---------- PROVIDED RECORDS ----------
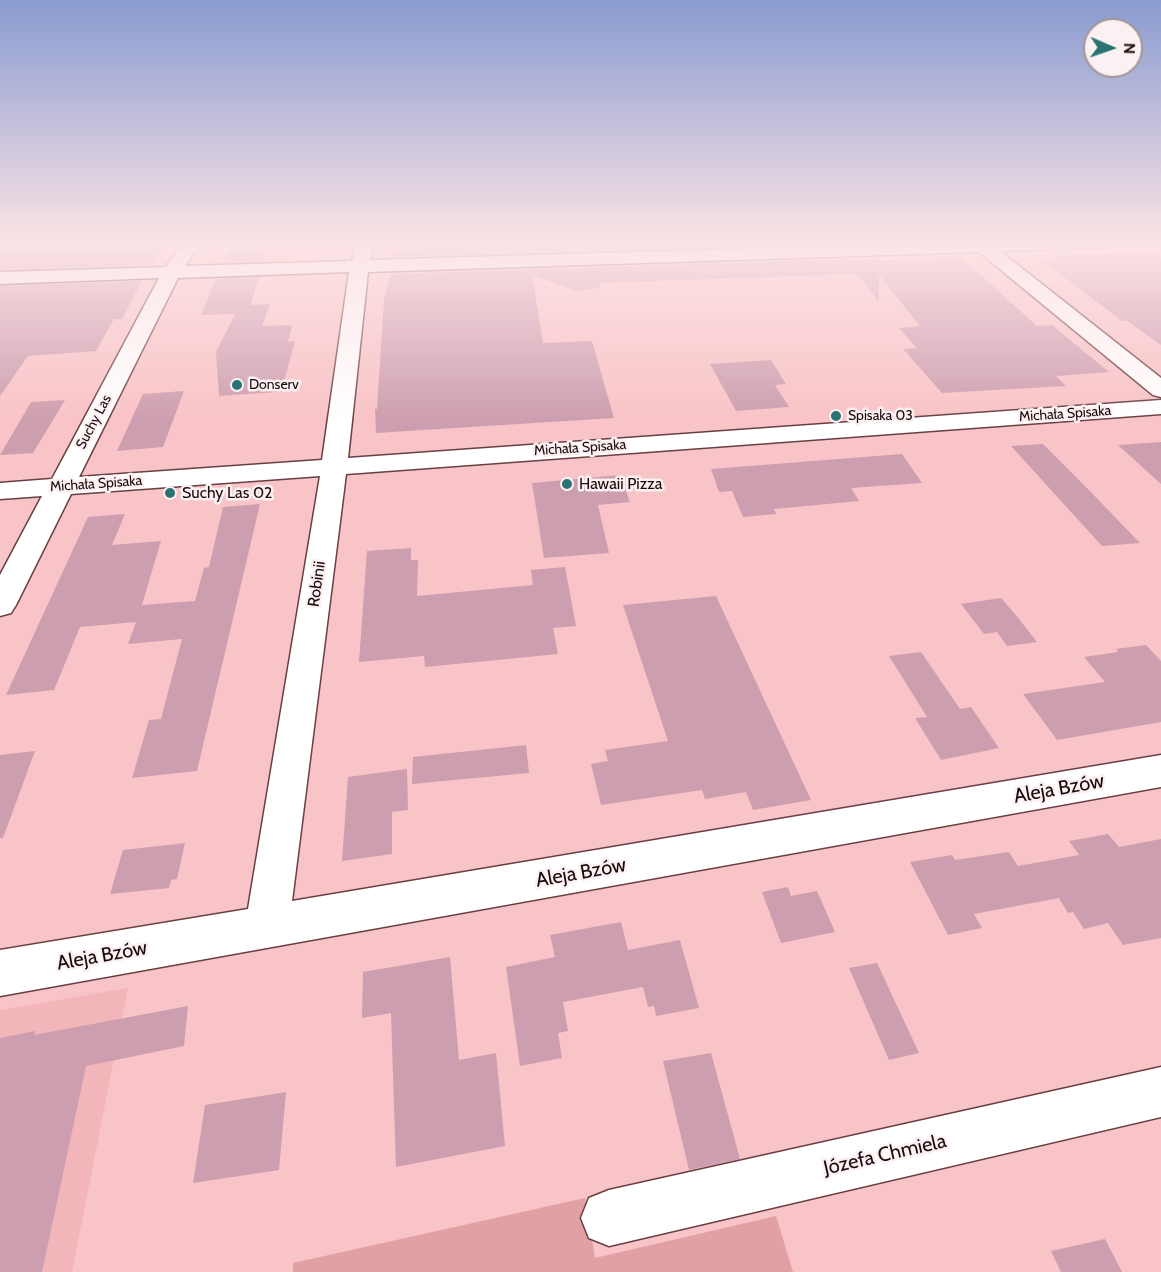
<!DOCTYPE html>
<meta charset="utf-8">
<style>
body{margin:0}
#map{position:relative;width:1161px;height:1272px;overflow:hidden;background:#f9c4c7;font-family:Cabin,sans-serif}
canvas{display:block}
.north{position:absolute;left:1083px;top:18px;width:60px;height:60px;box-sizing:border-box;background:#fcf1f2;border:2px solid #a29596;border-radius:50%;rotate:92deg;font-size:16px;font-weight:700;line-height:24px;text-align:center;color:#1b0a0c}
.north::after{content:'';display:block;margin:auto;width:21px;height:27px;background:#297373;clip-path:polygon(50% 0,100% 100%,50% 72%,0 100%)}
</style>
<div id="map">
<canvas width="1161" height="1272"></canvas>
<div class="north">N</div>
</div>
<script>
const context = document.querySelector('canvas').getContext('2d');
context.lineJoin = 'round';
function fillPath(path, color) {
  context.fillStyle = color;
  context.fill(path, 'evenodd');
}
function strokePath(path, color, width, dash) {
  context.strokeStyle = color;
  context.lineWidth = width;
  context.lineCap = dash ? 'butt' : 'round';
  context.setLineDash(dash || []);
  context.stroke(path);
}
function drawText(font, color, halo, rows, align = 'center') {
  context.font = font + ' Cabin,sans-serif';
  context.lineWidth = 5;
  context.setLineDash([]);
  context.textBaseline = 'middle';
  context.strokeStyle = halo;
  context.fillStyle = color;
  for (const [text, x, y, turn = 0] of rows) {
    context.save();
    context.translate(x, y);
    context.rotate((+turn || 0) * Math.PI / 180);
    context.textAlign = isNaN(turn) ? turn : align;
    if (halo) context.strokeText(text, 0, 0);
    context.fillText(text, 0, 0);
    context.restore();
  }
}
fillPath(new Path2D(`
 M 251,242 L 299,242 L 290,262 L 241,263 Z
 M 128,988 L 72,1272 L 0,1272 L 0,1010 Z`), '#f2b6ba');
fillPath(new Path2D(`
 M 585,1198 L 595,1258 L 776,1216 L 793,1272 L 293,1272 L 293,1263 Z`), '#e1a0a4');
fillPath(new Path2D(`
 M 0,242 L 100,242 L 97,245 L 165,243 L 151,265 L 0,270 Z
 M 397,242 L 879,242 L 393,257 Z
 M 268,243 L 263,261 L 223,263 L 231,244 Z
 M 1152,252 L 1161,258 L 1161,345 L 1127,321 L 1122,321 L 1041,260 L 1056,260 L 1052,256 Z
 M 879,258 L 879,261 L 962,258 L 1037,326 L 1052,325 L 1109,372 L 1056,376 L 1066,386 L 942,393 L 903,349 L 917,348 L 899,328 L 920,326 L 879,275 L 879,302 L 859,276 L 854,274 L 599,283 L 600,288 L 576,291 L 532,275 L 543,343 L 592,341 L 614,418 L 376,433 L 375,409 L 377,409 L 384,300 L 390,274 Z
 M 259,277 L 251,305 L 270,304 L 262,326 L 292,325 L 288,342 L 295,341 L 284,382 L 279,382 L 277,392 L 219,396 L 216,352 L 235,314 L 201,315 L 216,279 Z
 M 142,281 L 122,319 L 114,319 L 96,351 L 28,356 L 0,396 L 0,286 Z
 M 771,360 L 786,384 L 775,385 L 789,407 L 736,411 L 710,364 Z
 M 184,391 L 163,447 L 117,451 L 143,394 Z
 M 65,400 L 33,453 L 0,455 L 31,402 Z
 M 1161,442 L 1161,484 L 1118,445 Z
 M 1043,444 L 1084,485 L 1140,543 L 1102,546 L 1011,446 Z
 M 902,454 L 922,483 L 851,488 L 859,501 L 774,509 L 776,514 L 743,517 L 732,491 L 719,492 L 711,469 Z
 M 620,475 L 630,502 L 598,505 L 609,553 L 544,558 L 532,483 Z
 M 260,504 L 197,771 L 132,778 L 149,720 L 161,719 L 182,639 L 128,644 L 136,622 L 80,627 L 54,690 L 6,695 L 88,517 L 125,514 L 112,545 L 161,541 L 141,608 L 142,605 L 195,601 L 204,568 L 209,567 L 223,507 Z
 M 411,548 L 411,560 L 418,560 L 417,596 L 533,585 L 531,570 L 565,567 L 576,626 L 553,628 L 558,654 L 425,667 L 424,656 L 359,662 L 367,551 Z
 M 716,596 L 811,800 L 753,810 L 746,792 L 705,799 L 702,790 L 601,805 L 591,764 L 608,761 L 605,750 L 668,741 L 623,605 Z
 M 1001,598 L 1019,619 L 1037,642 L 1007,646 L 997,632 L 984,634 L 961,604 Z
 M 1146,645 L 1161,661 L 1161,722 L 1057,740 L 1023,694 L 1105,682 L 1084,657 L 1118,652 L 1116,649 Z
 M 921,652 L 960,709 L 971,707 L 999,748 L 941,760 L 915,718 L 927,717 L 889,656 Z
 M 526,745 L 529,773 L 412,784 L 413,757 Z
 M 35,751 L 3,838 L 0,838 L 0,755 Z
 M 407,769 L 408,810 L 392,812 L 392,854 L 342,861 L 348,777 Z
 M 1108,834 L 1119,847 L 1161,839 L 1161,938 L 1123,945 L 1108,923 L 1084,929 L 1073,912 L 1068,913 L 1059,898 L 974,914 L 982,928 L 948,935 L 910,862 L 952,855 L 955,860 L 1009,852 L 1018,866 L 1079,855 L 1069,841 Z
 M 185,843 L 177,879 L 171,880 L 169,888 L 110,894 L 123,850 Z
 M 788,887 L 791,896 L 817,891 L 835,932 L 781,943 L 762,892 Z
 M 621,922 L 628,950 L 680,940 L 699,1008 L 656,1016 L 654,1006 L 648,1007 L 643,987 L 563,1002 L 568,1031 L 558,1033 L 562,1058 L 520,1066 L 506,967 L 555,957 L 550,935 Z
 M 450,957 L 459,1060 L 496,1053 L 505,1146 L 396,1167 L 391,1013 L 362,1018 L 363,972 Z
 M 877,963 L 919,1053 L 889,1060 L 849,968 Z
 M 188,1006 L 184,1046 L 86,1066 L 42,1272 L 0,1272 L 0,1038 L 35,1031 L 34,1035 Z
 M 711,1053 L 740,1159 L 689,1170 L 663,1061 Z
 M 286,1092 L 279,1170 L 193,1183 L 205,1105 Z
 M 1105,1239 L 1122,1272 L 1061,1272 L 1051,1251 Z`), '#cd9eaf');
const minor = new Path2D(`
 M 183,242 L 201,242 L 185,266 L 352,261 L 356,242 L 374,242 L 370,260 L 957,242 L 1121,242 L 1118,246 L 1112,247 L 1000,251 L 1161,378 L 1161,397 L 1153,395 L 979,252 L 368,272 L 348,458 L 1161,400 L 1161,414 L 346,474 L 292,901 L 1161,755 L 1161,787 L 0,996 L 0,950 L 248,909 L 320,476 L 71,494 L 16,605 L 11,613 L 0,616 L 0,575 L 42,496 L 0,499 L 0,483 L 52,479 L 159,278 L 0,284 L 0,272 L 166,267 ZM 349,272 L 322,460 L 79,477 L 178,278 Z
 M 1161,1067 L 1161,1117 L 609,1246 L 589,1238 L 581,1218 L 589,1198 L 609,1190 Z`);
strokePath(minor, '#6a3f42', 3);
fillPath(minor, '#fff');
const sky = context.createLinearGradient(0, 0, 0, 420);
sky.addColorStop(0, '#899bd0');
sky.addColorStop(0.58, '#fce4e6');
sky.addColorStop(1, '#fce4e600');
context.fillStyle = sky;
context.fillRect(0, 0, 1161, 420);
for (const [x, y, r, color] of [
 [237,385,6,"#297373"],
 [836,416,6,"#297373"],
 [567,484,6,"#297373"],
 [170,493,6,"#297373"]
]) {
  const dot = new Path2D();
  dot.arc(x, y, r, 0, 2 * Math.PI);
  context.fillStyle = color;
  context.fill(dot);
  strokePath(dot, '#fcf1f2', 2);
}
drawText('14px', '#1b0a0c', '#fcf1f2', [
 ["Donserv",249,385],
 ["Spisaka 03",848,416]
], 'left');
drawText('14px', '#1b0a0c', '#fcf1f2', [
 ["Michała Spisaka",1065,414,-4],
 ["Suchy Las",94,422,-62],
 ["Michała Spisaka",580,448,-4],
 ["Michała Spisaka",96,484,-4]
]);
drawText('16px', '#1b0a0c', '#fcf1f2', [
 ["Hawaii Pizza",579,484],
 ["Suchy Las 02",182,493]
], 'left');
drawText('16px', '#1b0a0c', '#fcf1f2', [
 ["Robinii",317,584,-82]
]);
drawText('20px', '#1b0a0c', '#fcf1f2', [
 ["Aleja Bzów",1059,789,-10],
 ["Aleja Bzów",581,873,-10],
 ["Aleja Bzów",102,956,-10],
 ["Józefa Chmiela",885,1155,-13]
]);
</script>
----------
* [TASK DETAILS] An exact copy of the lines from the one with "for (const [x, y, r, color]" to the final line of the entries is all that the answer should hold.

* [EXERCISE SOLUTION]
for (const [x, y, r, color] of [
 [237,385,6,"#297373"],
 [836,416,6,"#297373"],
 [567,484,6,"#297373"],
 [170,493,6,"#297373"]
]) {
  const dot = new Path2D();
  dot.arc(x, y, r, 0, 2 * Math.PI);
  context.fillStyle = color;
  context.fill(dot);
  strokePath(dot, '#fcf1f2', 2);
}
drawText('14px', '#1b0a0c', '#fcf1f2', [
 ["Donserv",249,385],
 ["Spisaka 03",848,416]
], 'left');
drawText('14px', '#1b0a0c', '#fcf1f2', [
 ["Michała Spisaka",1065,414,-4],
 ["Suchy Las",94,422,-62],
 ["Michała Spisaka",580,448,-4],
 ["Michała Spisaka",96,484,-4]
]);
drawText('16px', '#1b0a0c', '#fcf1f2', [
 ["Hawaii Pizza",579,484],
 ["Suchy Las 02",182,493]
], 'left');
drawText('16px', '#1b0a0c', '#fcf1f2', [
 ["Robinii",317,584,-82]
]);
drawText('20px', '#1b0a0c', '#fcf1f2', [
 ["Aleja Bzów",1059,789,-10],
 ["Aleja Bzów",581,873,-10],
 ["Aleja Bzów",102,956,-10],
 ["Józefa Chmiela",885,1155,-13]
]);
</script>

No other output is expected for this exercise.